[Stored items]
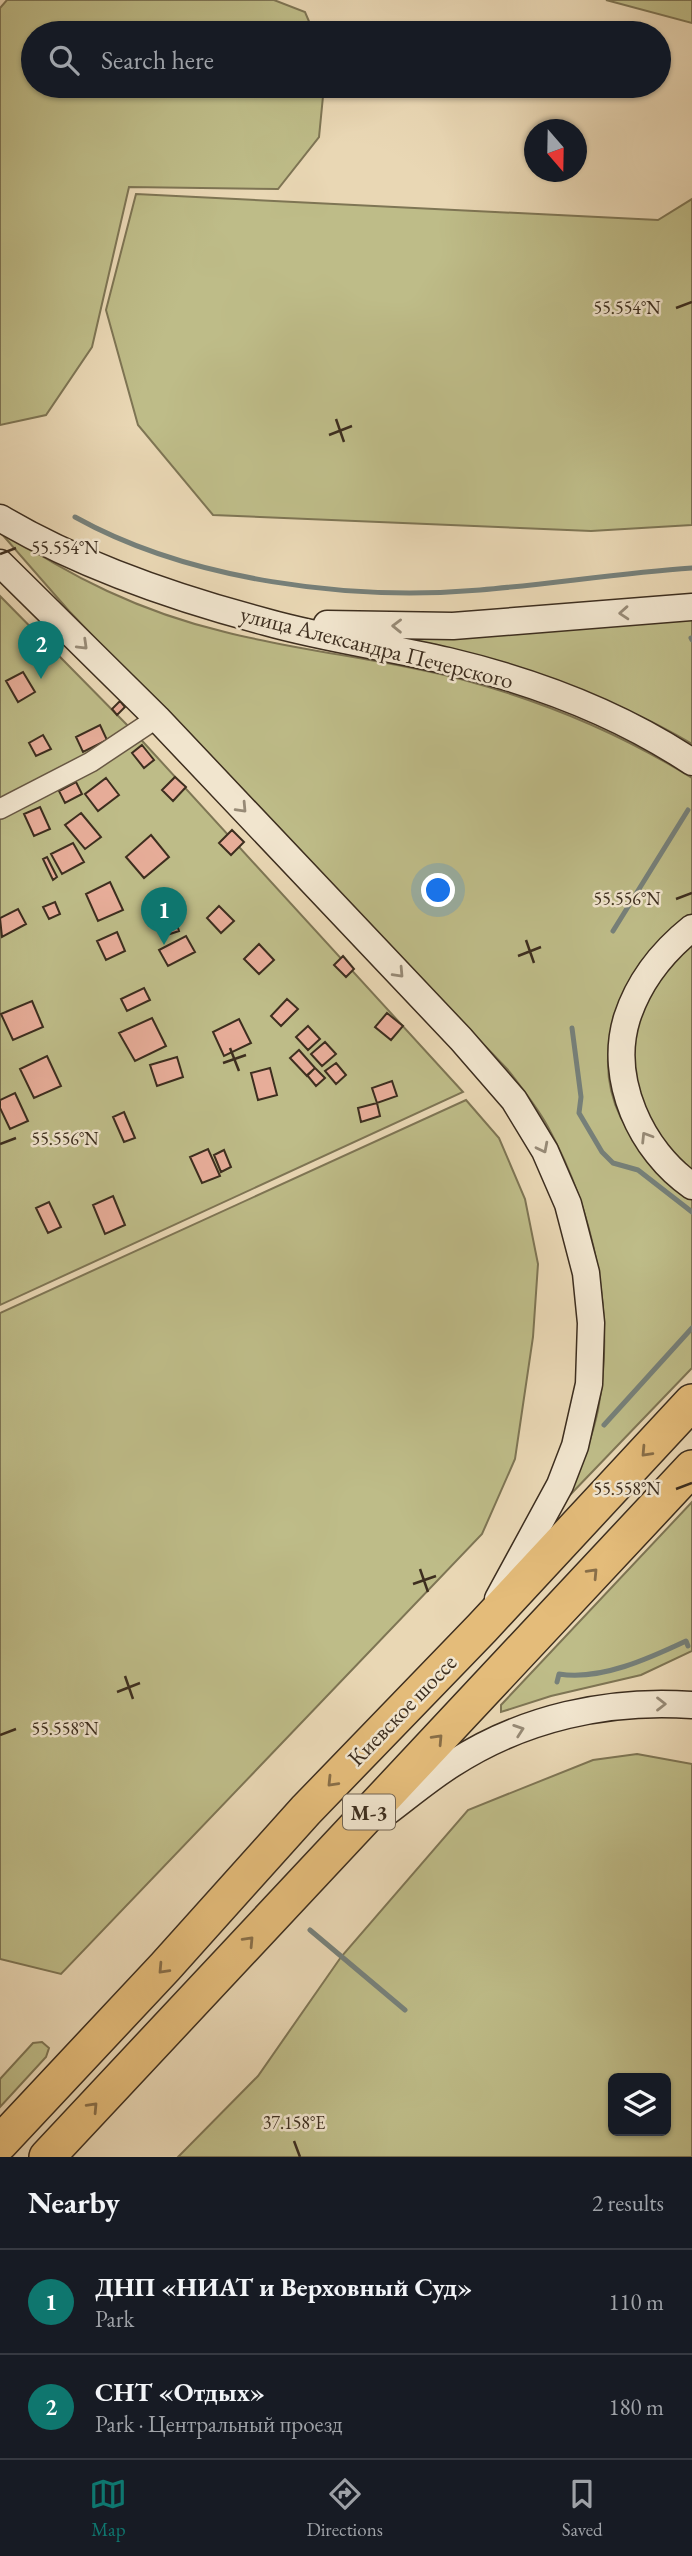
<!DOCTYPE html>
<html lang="en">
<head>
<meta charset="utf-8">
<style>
	body { margin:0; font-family:"EB Garamond",serif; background:#242831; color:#f1f3f6 }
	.controls { position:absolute; right:21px; bottom:21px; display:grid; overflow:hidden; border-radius:10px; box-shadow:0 2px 5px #0004 }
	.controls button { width:63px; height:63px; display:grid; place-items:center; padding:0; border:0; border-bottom:2px solid #363941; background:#171b24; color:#f1f3f6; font:35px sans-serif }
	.compass { position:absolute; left:524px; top:119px; width:63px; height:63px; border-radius:50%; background:#171b24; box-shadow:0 2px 5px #0004; rotate:160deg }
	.you { position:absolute; left:439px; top:891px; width:24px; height:24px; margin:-18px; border:5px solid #fff; border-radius:50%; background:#1a73e8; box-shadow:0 0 0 10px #1a73e833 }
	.badge { display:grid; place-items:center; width:46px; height:46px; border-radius:50%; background:#0f766e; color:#fff; font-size:23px; font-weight:700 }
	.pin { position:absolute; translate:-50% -58px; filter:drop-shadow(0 2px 4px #0008) }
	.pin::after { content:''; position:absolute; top:37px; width:24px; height:21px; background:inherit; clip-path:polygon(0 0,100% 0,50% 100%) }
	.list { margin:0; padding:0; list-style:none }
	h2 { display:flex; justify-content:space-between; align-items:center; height:91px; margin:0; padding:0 28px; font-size:30px }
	h2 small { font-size:23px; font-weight:400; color:#9ea1a6 }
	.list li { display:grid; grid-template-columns:46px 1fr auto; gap:21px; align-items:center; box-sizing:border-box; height:105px; padding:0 28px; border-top:2px solid #363941 }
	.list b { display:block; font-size:26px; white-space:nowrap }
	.list p { margin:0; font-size:23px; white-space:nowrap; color:#9ea1a6 }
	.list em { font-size:23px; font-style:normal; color:#9ea1a6 }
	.icon { flex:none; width:38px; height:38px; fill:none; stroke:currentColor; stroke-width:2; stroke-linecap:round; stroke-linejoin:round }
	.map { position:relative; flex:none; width:692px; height:2157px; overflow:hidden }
	.search { position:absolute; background:#171b24; box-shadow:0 2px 5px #0004; left:21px; right:21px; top:21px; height:77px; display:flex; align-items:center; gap:18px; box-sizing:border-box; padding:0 24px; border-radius:38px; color:#9ea1a6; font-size:26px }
	.sheet { height:301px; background:#171b24 }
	nav { display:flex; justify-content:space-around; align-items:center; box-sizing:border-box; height:98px; border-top:2px solid #363941; background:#171b24; font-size:19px; color:#9ea1a6 }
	nav a { display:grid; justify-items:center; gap:4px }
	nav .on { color:#0f766e }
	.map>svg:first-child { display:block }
</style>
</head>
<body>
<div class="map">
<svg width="692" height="2157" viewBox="0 0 692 2157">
	<rect width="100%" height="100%" fill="#e9d7b4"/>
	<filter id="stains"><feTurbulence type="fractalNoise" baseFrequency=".00286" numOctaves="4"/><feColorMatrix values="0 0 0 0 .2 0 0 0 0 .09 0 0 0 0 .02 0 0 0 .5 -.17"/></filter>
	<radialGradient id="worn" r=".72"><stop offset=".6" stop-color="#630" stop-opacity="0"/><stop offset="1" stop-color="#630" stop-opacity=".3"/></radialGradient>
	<path fill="#bebc88" stroke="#7e7554" stroke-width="2" fill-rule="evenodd" d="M7,0H274L305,12L314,33H33V86H324L319,137L278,189L129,187L92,347L46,415L0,425V8Z
		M606,0H692V23Z
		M136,194L658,220L692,199V525L591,531L213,515L138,425L106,310Z
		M0,529C70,577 141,612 225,632C304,652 385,659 464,680C545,702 620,733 692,778V914C628,954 585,1046 621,1118C638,1149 667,1173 692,1197V1368L569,1496C580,1468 592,1439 598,1410C616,1313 594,1212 548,1127C537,1107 522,1088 508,1070L69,611L0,532Z
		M0,596L135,733L463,1092L0,1305Z
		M692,619V744C604,692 509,662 410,640Z
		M692,941V1175L652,1129L633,1072L635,1034L651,988Z
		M466,1100L499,1138L525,1199L538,1264L533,1337L515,1459L482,1534L61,1974L0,1959V1313Z
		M692,1502V1651L641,1675L551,1696L501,1712V1705Z
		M637,1754L692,1764V2157H178L258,2076L341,1957L468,1810L593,1760ZM613,2078H666V2131H613Z
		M42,2042L49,2048L46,2057L0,2107V2079L33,2043Z"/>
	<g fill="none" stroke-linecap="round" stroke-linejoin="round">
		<path stroke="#76807a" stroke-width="5" d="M75,517C190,581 350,601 480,590C550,584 621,573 692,568
			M691,638L692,640
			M613,931L688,810
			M572,1028L581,1097L579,1113L602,1152L613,1163L638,1170L692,1212
			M604,1425L692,1328
			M557,1682L559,1674C600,1681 650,1658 686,1641L688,1646
			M310,1930L405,2010"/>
	</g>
	<path fill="#e7ad99" stroke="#3d2e1f" stroke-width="2" d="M23,672L35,692L18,702L6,681Z
		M120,701L125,707L117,715L112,709Z
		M100,725L107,740L83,752L76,737Z
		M43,735L51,749L36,756L29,743Z
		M142,745L154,760L144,768L132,753Z
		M175,777L186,787L173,801L162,790Z
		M106,778L119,795L98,811L85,794Z
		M76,782L82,794L65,803L59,791Z
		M40,807L50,829L34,836L24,814Z
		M81,813L101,837L85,849L65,825Z
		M232,830L244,842L231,855L219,843Z
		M151,835L169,857L144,878L126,857Z
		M73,843L84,862L62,874L51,854Z
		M47,857L57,877L53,880L43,859Z
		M110,882L123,910L98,921L86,894Z
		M157,897L171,912L157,925L143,910Z
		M55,902L60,914L49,919L43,907Z
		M219,906L234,921L221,933L207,918Z
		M18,909L26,924L2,937L0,918Z
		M176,922L179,931L161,937L158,928Z
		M117,932L125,951L106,960L97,941Z
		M186,936L195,952L168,966L159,950Z
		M259,944L274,960L259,974L244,959Z
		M343,956L354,969L346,977L334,965Z
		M144,988L150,1000L127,1011L121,999Z
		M287,999L298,1009L281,1026L271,1016Z
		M32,1001L43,1027L13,1040L1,1014Z
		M387,1013L403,1026L391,1040L375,1027Z
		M152,1018L166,1046L135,1061L119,1033Z
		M239,1019L251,1043L224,1056L213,1032Z
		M308,1026L320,1039L308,1050L296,1037Z
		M325,1042L336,1054L322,1066L311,1054Z
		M299,1050L315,1068L307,1076L290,1058Z
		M47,1056L61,1086L34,1098L20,1069Z
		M177,1057L183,1077L157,1086L150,1065Z
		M336,1063L346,1075L336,1084L325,1071Z
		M270,1068L277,1095L258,1100L251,1073Z
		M315,1068L325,1078L316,1086L307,1075Z
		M392,1081L397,1096L377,1103L372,1088Z
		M15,1093L28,1121L10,1129L0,1108V1100Z
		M377,1103L380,1116L361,1122L358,1108Z
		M124,1112L135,1138L124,1142L113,1117Z
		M208,1149L220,1176L202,1183L190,1157Z
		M224,1150L231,1167L221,1172L214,1155Z
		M113,1196L125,1225L105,1234L93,1205Z
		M49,1202L61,1227L48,1233L36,1208Z"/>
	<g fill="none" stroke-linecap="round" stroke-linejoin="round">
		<defs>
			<path id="street" d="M0,809L91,762L157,718"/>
			<path id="secondary" d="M0,518C81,566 175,598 266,622C326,639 388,647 448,661C532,681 620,714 692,762
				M0,563L157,718L461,1039L514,1100L545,1151L568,1204L586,1273L591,1323L589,1384L575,1446L560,1485L498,1599
				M327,624L453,626L692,607
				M692,928C662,952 639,981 627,1018C608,1079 641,1151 692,1186
				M383,1815C406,1798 428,1779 452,1764C523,1718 608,1699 692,1705"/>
			<path id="highway" d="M0,2143L165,1967L306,1810L482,1628L692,1402
				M47,2157L692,1468"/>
		</defs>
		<use href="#street" stroke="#685844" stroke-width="22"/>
		<use href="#secondary" stroke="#3d2e1f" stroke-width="29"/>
		<use href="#highway" stroke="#3d2e1f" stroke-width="38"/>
		<use href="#street" stroke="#f1e5ce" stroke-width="19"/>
		<use href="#secondary" stroke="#f1e5ce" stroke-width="26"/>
		<use href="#highway" stroke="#e4bc7a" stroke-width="35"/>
	</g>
	<defs><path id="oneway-chevron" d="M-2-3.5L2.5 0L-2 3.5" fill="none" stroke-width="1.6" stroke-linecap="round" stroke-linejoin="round" transform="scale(1.75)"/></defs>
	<g stroke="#978a76">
		<use href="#oneway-chevron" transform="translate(624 613) rotate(176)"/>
		<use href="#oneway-chevron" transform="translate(397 626) rotate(-179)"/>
		<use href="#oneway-chevron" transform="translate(83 645) rotate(44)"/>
		<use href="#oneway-chevron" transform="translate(242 808) rotate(47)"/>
		<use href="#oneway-chevron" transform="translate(399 973) rotate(47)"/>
		<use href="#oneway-chevron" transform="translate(646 1137) rotate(-122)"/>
		<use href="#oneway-chevron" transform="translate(543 1148) rotate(63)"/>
		<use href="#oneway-chevron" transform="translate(661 1704)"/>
		<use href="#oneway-chevron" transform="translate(519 1730) rotate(-19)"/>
	</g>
	<g stroke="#886e48">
		<use href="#oneway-chevron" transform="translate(646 1452) rotate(133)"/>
		<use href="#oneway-chevron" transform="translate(593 1573) rotate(-47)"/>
		<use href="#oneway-chevron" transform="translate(438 1739) rotate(-47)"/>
		<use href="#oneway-chevron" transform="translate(332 1782) rotate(134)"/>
		<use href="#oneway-chevron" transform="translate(249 1941) rotate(-47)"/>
		<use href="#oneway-chevron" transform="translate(163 1969) rotate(133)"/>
		<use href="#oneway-chevron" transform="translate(93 2107) rotate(-47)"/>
	</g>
	<path fill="none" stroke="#3d2e1f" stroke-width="2.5" d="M676,308L692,302M336,419L344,442M329,435L352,426M0,554L16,548M676,899L692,893M526,940L534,963M518,956L541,947M230,1048L239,1071M223,1063L246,1055M0,1144L16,1138M676,1489L692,1483M420,1569L428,1592M413,1584L436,1576M125,1676L133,1699M117,1692L140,1683M0,1735L16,1729M294,2141L300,2157"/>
	<g text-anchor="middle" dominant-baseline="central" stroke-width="5" stroke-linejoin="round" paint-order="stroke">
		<rect fill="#f1e5ce" stroke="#736554" stroke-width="2" x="343" y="1794.5" width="52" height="35" rx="5"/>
		<g font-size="21" font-weight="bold" fill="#3d2e1f">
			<text x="369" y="1812">М-3</text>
		</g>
		<g font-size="23" fill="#3d2e1f" stroke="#f1e5ce">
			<text transform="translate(377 647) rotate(14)">улица Александра Печерского</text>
			<text transform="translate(402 1710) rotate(-46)">Киевское шоссе</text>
		</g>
	</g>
	<g font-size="18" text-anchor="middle" fill="#3d2e1f" stroke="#f1e5ce" stroke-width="5" stroke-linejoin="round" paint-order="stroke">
		<text x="627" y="314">55.554°N</text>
		<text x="65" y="554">55.554°N</text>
		<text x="627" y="905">55.556°N</text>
		<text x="65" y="1145">55.556°N</text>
		<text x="627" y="1495">55.558°N</text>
		<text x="65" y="1735">55.558°N</text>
		<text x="294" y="2129">37.158°E</text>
	</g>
	<rect width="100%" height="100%" filter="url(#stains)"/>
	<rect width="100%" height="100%" fill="url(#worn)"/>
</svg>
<div class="controls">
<button><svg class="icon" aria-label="layers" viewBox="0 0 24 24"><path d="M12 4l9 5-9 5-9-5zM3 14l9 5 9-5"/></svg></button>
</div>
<svg class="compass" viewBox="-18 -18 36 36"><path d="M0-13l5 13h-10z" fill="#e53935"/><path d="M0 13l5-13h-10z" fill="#9ea1a6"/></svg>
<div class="you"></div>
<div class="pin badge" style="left:164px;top:945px">1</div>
<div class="pin badge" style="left:41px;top:679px">2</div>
<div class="search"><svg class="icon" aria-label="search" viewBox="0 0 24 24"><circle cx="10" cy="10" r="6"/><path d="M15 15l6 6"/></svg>Search here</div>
</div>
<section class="sheet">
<h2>Nearby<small>2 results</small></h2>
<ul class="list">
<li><span class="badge">1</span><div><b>ДНП «НИАТ и Верховный Суд»</b><p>Park</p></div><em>110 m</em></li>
<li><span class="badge">2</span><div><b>СНТ «Отдых»</b><p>Park · Центральный проезд</p></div><em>180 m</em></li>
</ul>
</section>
<nav>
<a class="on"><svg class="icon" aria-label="map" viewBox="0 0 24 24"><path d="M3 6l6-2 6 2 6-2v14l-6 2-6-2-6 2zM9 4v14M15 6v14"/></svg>Map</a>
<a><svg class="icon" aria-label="directions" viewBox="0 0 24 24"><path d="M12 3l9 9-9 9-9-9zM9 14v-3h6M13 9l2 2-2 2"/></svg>Directions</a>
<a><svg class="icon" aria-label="saved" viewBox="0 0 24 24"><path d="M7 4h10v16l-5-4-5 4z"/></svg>Saved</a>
</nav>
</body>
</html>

TASK GOAL - Pull each line containing "white" from the records.

RESPONSE -
	.list b { display:block; font-size:26px; white-space:nowrap }
	.list p { margin:0; font-size:23px; white-space:nowrap; color:#9ea1a6 }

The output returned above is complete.